You are viewing a plain text version of this content. The canonical link for it is here.
Posted to user@pig.apache.org by harry Shah <hr...@hotmail.com> on 2014/12/30 08:45:51 UTC
Streaming.XMLLoader not working on PIG
Hi I am new to PIG scripting.
I am trying to parse XML values through a pig script but getting the error.
> >
ERROR 1070: Could not resolve
org.apache.pig.piggybank.storage.StreamingXMLLoader using imports: [,
java.lang., org.apache.pig.builtin., org.apache.pig.impl.builtin.] at > >
my XML file is this
<?xml version="1.0" encoding="ISO-8859-1"?>
<?xml-stylesheet href="latest_ob.xsl" type="text/xsl"?>
<current_observation version="1.0"
xmlns:xsd="http://www.w3.org/2001/XMLSchema"
xmlns:xsi="http://www.w3.org/2001/XMLSchema-instance"

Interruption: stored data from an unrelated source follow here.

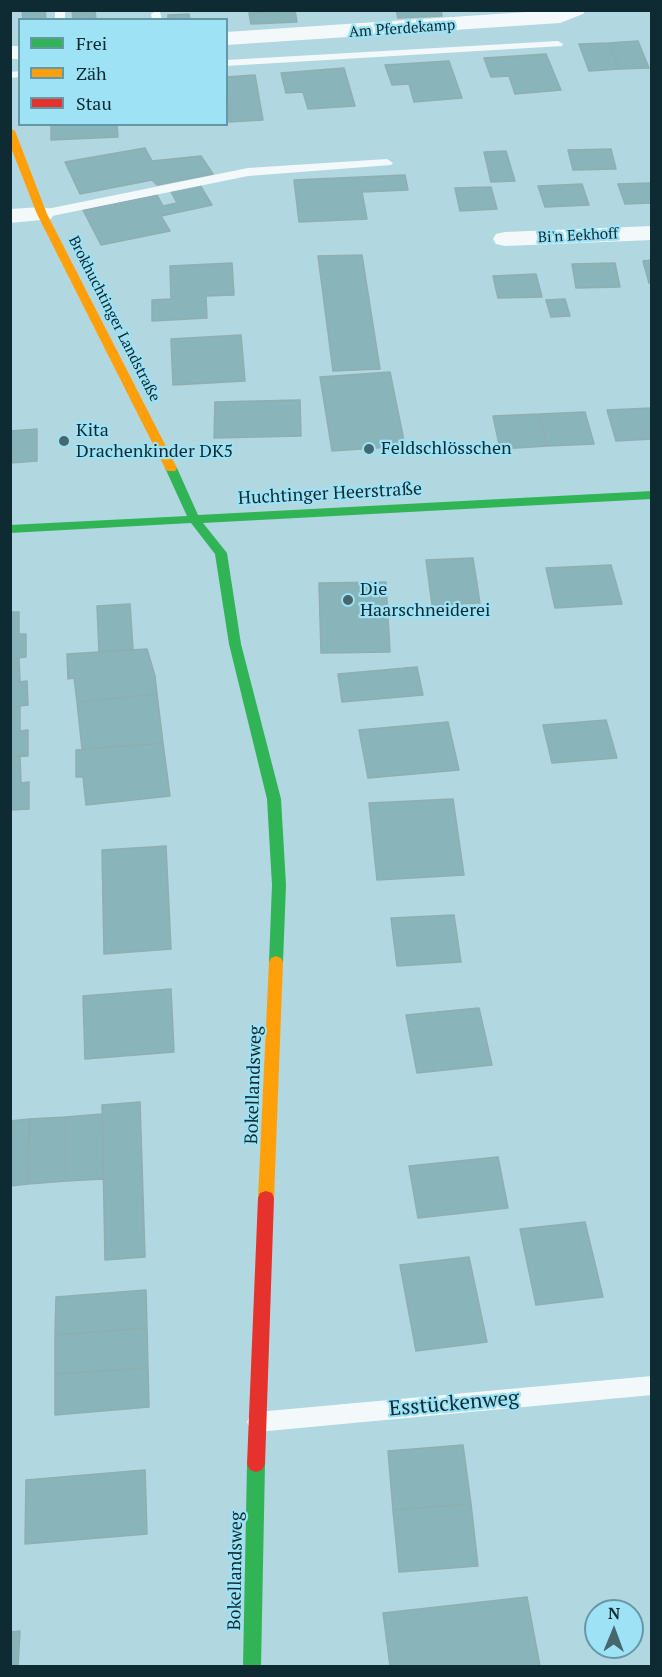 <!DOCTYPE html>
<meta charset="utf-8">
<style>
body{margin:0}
#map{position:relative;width:662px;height:1677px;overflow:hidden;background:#b1d7e1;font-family:"PT Serif",serif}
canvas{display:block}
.frame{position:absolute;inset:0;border:12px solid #0e2a32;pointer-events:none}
.legend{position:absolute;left:18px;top:18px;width:210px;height:108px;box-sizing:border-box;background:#9de2f5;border:2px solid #6498a7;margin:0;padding:8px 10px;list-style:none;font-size:18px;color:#0e2a32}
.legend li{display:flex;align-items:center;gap:12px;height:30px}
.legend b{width:30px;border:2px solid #6498a7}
.north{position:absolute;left:584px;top:1599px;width:60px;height:60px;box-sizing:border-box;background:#9de2f5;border:2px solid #6498a7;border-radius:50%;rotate:1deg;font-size:16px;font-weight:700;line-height:24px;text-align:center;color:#0e2a32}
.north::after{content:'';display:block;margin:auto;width:21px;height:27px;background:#47676f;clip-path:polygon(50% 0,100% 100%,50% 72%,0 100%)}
</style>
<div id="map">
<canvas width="662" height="1677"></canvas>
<div class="frame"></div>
<ul class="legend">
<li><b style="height:8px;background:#30b455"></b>Frei</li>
<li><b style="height:8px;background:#ff9f0a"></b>Zäh</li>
<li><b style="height:8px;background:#e5322d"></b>Stau</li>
</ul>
<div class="north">N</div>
</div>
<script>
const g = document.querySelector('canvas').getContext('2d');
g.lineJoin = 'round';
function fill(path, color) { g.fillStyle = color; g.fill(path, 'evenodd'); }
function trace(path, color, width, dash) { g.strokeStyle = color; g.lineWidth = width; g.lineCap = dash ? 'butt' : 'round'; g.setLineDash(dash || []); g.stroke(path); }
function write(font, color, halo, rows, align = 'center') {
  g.font = font + ' "PT Serif",serif'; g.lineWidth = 4.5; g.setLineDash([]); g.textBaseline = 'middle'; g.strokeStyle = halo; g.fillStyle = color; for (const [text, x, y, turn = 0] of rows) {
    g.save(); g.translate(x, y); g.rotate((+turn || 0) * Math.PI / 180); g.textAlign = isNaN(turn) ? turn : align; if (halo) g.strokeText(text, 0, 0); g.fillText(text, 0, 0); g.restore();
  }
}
const building = new Path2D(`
 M22,10h23l1,10h-23z
 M72,10h23l1,10h-23z
 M295,10l2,12 -46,2 -2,-11z
 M396,10h45l1,6 -44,2z
 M189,14l1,6h-22v-5z
 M638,41l11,27 -30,1 -10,-26z
 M609,43l10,26 -30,2 -10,-27z
 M546,54l15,36 -46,4 -6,-18 -18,1 -7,-19z
 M449,61l13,37 -48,4 -5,-18 -17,1 -7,-20z
 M344,68l11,38 -47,3 -5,-17 -17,1 -5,-20z
 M255,75l8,45 -34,2 -3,-45z
 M51,124h66l1,13 -67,3z
 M145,148l7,13 49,-5 12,18 -56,11 -5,-5 -72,14 -15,-32z
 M611,149l5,20 -43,1 -5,-20z
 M506,151l9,30 -24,1 -7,-30z
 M405,175l3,15 -46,2 5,27 -68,3 -5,-42z
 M652,183v20l-27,1 -7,-20z
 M582,184l7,21 -44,2 -7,-21z
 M200,185l12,20 -51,11 9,15 -69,14 -18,-35 74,-15 6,11 14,-3 -7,-13z
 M491,187l6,22 -37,2 -5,-23z
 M362,255l18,114 -47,2 -15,-115z
 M652,260v23h-3l-6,-22z
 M232,263l2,32 -28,1 1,22 -55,3v-21l19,-1 -1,-33z
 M615,263l5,24 -44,1 -4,-24z
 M536,274l6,23 -44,1 -5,-22z
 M565,299l5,17 -19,1 -5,-17z
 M241,335l4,46 -72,4 -2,-46z
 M390,372l15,74 -73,5 -12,-74z
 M300,400l1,36 -87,2 1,-36z
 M652,408v31l-36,2 -9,-31z
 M585,412l9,32 -47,2 -8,-32z
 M539,414l8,32 -47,3 -7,-33z
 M37,429v32l-27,2v-32z
 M473,558l7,45 -48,2 -6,-45z
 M611,565l11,39 -67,4 -9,-40z
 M386,582l4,70 -69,1 -2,-70z
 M130,604l3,45 -34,3 -2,-46z
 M10,612h9v22h7v23l-16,2z
 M147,649l8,27 2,18 -80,8 -3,-24 -6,1 -1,-25z
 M19,658l1,24 7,-1 1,24 -18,2v-48z
 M417,667l6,28 -81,7 -4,-28z
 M157,694l6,49 -81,6 -5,-47z
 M20,706v25l8,-1v26l-18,1v-50z
 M606,720l11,38 -65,5 -9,-38z
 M448,722l11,48 -91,8 -9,-48z
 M163,743l7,53 -84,9 -3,-28h-7v-27z
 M20,756l1,27 8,-1v27l-19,1v-53z
 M453,799l11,76 -87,5 -8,-77z
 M166,846l5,103 -67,5 -2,-104z
 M454,915l7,47 -64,4 -6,-48z
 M171,989l3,63 -89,7 -2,-63z
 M479,1008l13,57 -75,8 -11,-58z
 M140,1102l5,155 -40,3 -3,-155z
 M102,1114l1,65 -37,2v-64z
 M66,1117v64l-38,3 1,-65z
 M29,1119l-1,65 -18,2v-65z
 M498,1157l10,51 -90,10 -9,-52z
 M585,1222l18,75 -67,8 -16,-76z
 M469,1257l18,85 -71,9 -16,-86z
 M146,1290l1,38 -92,7 1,-38z
 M147,1328l1,40 -93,6v-39z
 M148,1368l1,39 -94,8v-41z
 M463,1445l8,59 -78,6 -5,-59z
 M145,1470l2,64 -122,10 1,-64z
 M471,1504l7,62 -79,6 -6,-62z
 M527,1597l13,69h-150l-7,-53z
 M20,1631l-2,35h-8v-34z`);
const lane = new Path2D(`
 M55,10h10v10h-10z
 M156,11l4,1 2,8h-10l-1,-6z
 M558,41l5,3 -1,2 -336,20v-6z
 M20,71v6l-10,1v-6z
 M387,159l6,4 -2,2 -143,11 -206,42 -6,-4 6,-4 206,-42z
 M652,1376v19l-395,37 -7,-3 -3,-7 3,-7 7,-3z`);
const street = new Path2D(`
 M557,10h29l-3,4 -23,9 -334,22v-13z
 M10,46h10v13h-10z
 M42,207l9,2 3,5 -3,5 -41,4v-14z
 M652,226v14l-147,6 -9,-2 -3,-5 3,-5 9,-2z`);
const fast = new Path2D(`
 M171,464l6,4 21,47 454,-24v8l-449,24 24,30 14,91 40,155 5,86 -3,77 -2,4h-10l-2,-4 3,-77 -5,-86 -38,-155 -14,-90 -24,-31 -181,10v-8l177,-9 -22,-48z
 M256,1456l6,2 3,6 -4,202h-18l4,-202 3,-6z`);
const slow = new Path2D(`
 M10,128l5,3 32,83 130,254 -2,3h-8l-2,-3 -128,-254 -27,-69z
 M276,956l5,2 2,4 -9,236 -2,5 -6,2 -6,-2 -2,-5 11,-236 2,-4z`);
const jam = new Path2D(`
 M266,1191l6,2 2,5 -9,266 -3,6 -6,2 -6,-2 -3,-6 11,-266 2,-5z`);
const markers = [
 [64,441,6,"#47676f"],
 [369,449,6,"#47676f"],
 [348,600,6,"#47676f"]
];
const farStreetnames = [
 ["Am Pferdekamp",402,29,-4],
 ["Bi'n Eekhoff",578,236,-3],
 ["Brokhuchtinger Landstraße",114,319,63]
];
const poiNames = [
 ["Kita",76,431],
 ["Drachenkinder DK5",76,452],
 ["Feldschlösschen",381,449],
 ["Die",360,590],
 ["Haarschneiderei",360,611]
];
const streetNames = [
 ["Huchtinger Heerstraße",330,494,-3],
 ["Bokellandsweg",254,1085,-88],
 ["Bokellandsweg",236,1571,-89]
];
const nearStreetnames = [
 ["Esstückenweg",454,1404,-5]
];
fill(building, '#89b5ba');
trace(building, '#8eaeb2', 1.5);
fill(lane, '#f3f9fa');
fill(street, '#f3f9fa');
fill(fast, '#30b455');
fill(slow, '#ff9f0a');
fill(jam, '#e5322d');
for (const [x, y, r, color] of markers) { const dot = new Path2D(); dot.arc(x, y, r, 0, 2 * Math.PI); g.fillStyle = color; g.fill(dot); trace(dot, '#9de2f5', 2); }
write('15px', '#0e2a32', '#9de2f5', farStreetnames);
write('18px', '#0e2a32', '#9de2f5', poiNames, 'left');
write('18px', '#0e2a32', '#9de2f5', streetNames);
write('21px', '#0e2a32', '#9de2f5', nearStreetnames);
</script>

xsi:noNamespaceSchemaLocation="http://www.weather.gov/view/current_observati
on.xsd">
<credit>NOAA's National Weather Service</credit>
<location>Unknown Station</location>
<station_id>SH007</station_id>
<temperature_string>32.0 F (0.0 C)</temperature_string>
<temp_f>32.0</temp_f>
<temp_c>0.0</temp_c>
<water_temp_f>32.0</water_temp_f>
<water_temp_c>0.0</water_temp_c>
<wind_string>Calm</wind_string>
<wind_dir>North</wind_dir>
<wind_degrees>0</wind_degrees>
<wind_mph>0.0</wind_mph>
<wind_gust_mph>0.0</wind_gust_mph>
<pressure_string>1019.0 mb</pressure_string>
<privacy_policy_url>http://weather.gov/notice.html</privacy_policy_u
rl>
</current_observation>
**************************************************************************
I want to extract location, station_id, temp_c and wind_dir I tried writing
three pig scripts first two scripts ar working but no output. third script
is giving me above error.
I am using Hadoop version 2.5 and Pig version 0.14
I think problem is with root element which is also carrying attributes with
it pls suggest me what to do with this issue.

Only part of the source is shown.